I'm going to create a dataframe with the set of dates, and append the score of keywords to this dataset (kind of get dummies, but I can't do that, I have already the units I want for each column)

In [6]:
# creating df
df_google_dates=pd.DataFrame()

# creating the Date column in new dataset
df_google_dates["date"]=list(set(df_google["date"]))
df_google_dates["date"]=pd.to_datetime(df_google_dates["date"])
df_google_dates.sort_values(by=["date"],inplace=True)
df_google_dates.head()

Unnamed: 0,date
22,2019-01-06
18,2019-01-13
31,2019-01-20
67,2019-01-27
86,2019-02-03


In [7]:
# Creating the new columns.

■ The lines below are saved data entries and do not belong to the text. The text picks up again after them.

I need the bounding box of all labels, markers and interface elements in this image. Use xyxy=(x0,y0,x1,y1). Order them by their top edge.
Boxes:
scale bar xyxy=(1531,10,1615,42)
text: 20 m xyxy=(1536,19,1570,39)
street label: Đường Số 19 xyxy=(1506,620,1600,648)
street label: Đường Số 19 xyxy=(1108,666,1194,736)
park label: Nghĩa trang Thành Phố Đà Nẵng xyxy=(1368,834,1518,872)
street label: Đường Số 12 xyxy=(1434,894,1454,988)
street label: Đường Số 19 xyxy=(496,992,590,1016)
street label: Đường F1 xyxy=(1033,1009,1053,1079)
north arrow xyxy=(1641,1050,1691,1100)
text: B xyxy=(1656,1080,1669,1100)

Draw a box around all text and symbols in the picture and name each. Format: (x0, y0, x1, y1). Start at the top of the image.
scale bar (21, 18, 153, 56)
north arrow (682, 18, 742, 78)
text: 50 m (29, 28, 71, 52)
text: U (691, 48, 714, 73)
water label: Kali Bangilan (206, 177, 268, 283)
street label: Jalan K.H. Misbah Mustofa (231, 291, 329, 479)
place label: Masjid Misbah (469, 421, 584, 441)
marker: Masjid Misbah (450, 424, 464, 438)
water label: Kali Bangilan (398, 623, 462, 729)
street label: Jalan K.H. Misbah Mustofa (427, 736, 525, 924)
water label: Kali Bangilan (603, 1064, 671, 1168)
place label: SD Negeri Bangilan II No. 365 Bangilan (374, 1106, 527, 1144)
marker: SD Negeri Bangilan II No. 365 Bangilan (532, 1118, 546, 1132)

Trend index with the name of the corresponding keyword
keyword_list=list(set(df_google["keyword"]))
keyword_list.sort()
for k in keyword_list:
    df_google_dates[k]=df_google[(df_google['keyword'] == k)]["trend_index"].tolist()
#df_google_dates.index=df_google_dates["date"]
#df_google_dates.drop(columns="date",inplace=True)
df_google_dates.head()

Unnamed: 0,date,amazon,autonomo,ayuda alquiler,badi,banco alimentos,barometro,bildu,bullying,cabify,...,taxi,teletrabajo,tinder,uber,uber eats,videoconferencia,videollamada,vox,yoga,zoom
22,2019-01-06,59,47,38,38,5,32,3,24,20,...,42,2,56,27,10,2,2,35,50,5
18,2019-01-13,50,44,32,51,12,28,4,27,30,...,49,1,51,35,15,3,1,27,44,4
31,2019-01-20,44,41,20,38,13,31,2,25,100,...,100,2,50,100,9,3,2,16,41,3
67,2019-01-27,46,51,19,45,6,44,4,30,68,...,85,2,52,78,11,3,3,11,49,4
86,2019-02-03,48,47,21,32,7,58,5,24,45,...,67,1,50,40,11,3,2,13,48,4


In [8]:
# lets check it out if it's right
print(list(df_google_dates["zoom"][:10]),
      "<==>",
      df_google[df_google["keyword"]=="zoom"]["trend_index"].tolist()[:10],
      ", allright then"
     )

[5, 4, 3, 4, 4, 4, 4, 4, 3, 3] <==> [5, 4, 3, 4, 4, 4, 4, 4, 3, 3] , allright then


# Sliding "unemployment" column.

- Now, I have to remove the first 2 rows of the keyword "desempleo", and supress that space with the rest of the column, so the last 2 rows will be empty 

In [10]:
# I should perform feature ingineering before doing this, to check what's really going on

#desempleo_list=list(df_google_dates["desempleo"])

# delete first 0 positions and add empty ones at the end (not the most elegant)
#desempleo_list.pop(0)
#desempleo_list.pop(1)
#desempleo_list.append(0)
#desempleo_list.append(0)

# add to the dataset
#df_google_dates["desempleo"]=desempleo_list

# ok, it works
#df_google_dates[["Date","desempleo"]]

# Manipulating datasets with Spanish news and sentiment.

We'll need to:

- Create a column for each keyword
- Count occurrences of that keyword
- Measure average sentiment
- Group data by week, starting on monday, to merge with the Google dataset
- Combine occurrences and sentiment into one column representative of both, for each keyword

In [9]:
# let's pplay with the 1st dataset and a random keyword, for instance
df_political[df_political["political"]=="juicio"].head()

Unnamed: 0,political,Date,Sentiment
15773,juicio,2019-01-01,0.18
15774,juicio,2019-01-01,0.18
15784,juicio,2019-01-01,-6.08
15777,juicio,2019-01-01,-4.06
15778,juicio,2019-01-01,-4.06


- So, I need to measure the average of sentiment of each keyword per day

In [10]:
df_political[df_political["political"]=="juicio"].groupby("Date").mean().head()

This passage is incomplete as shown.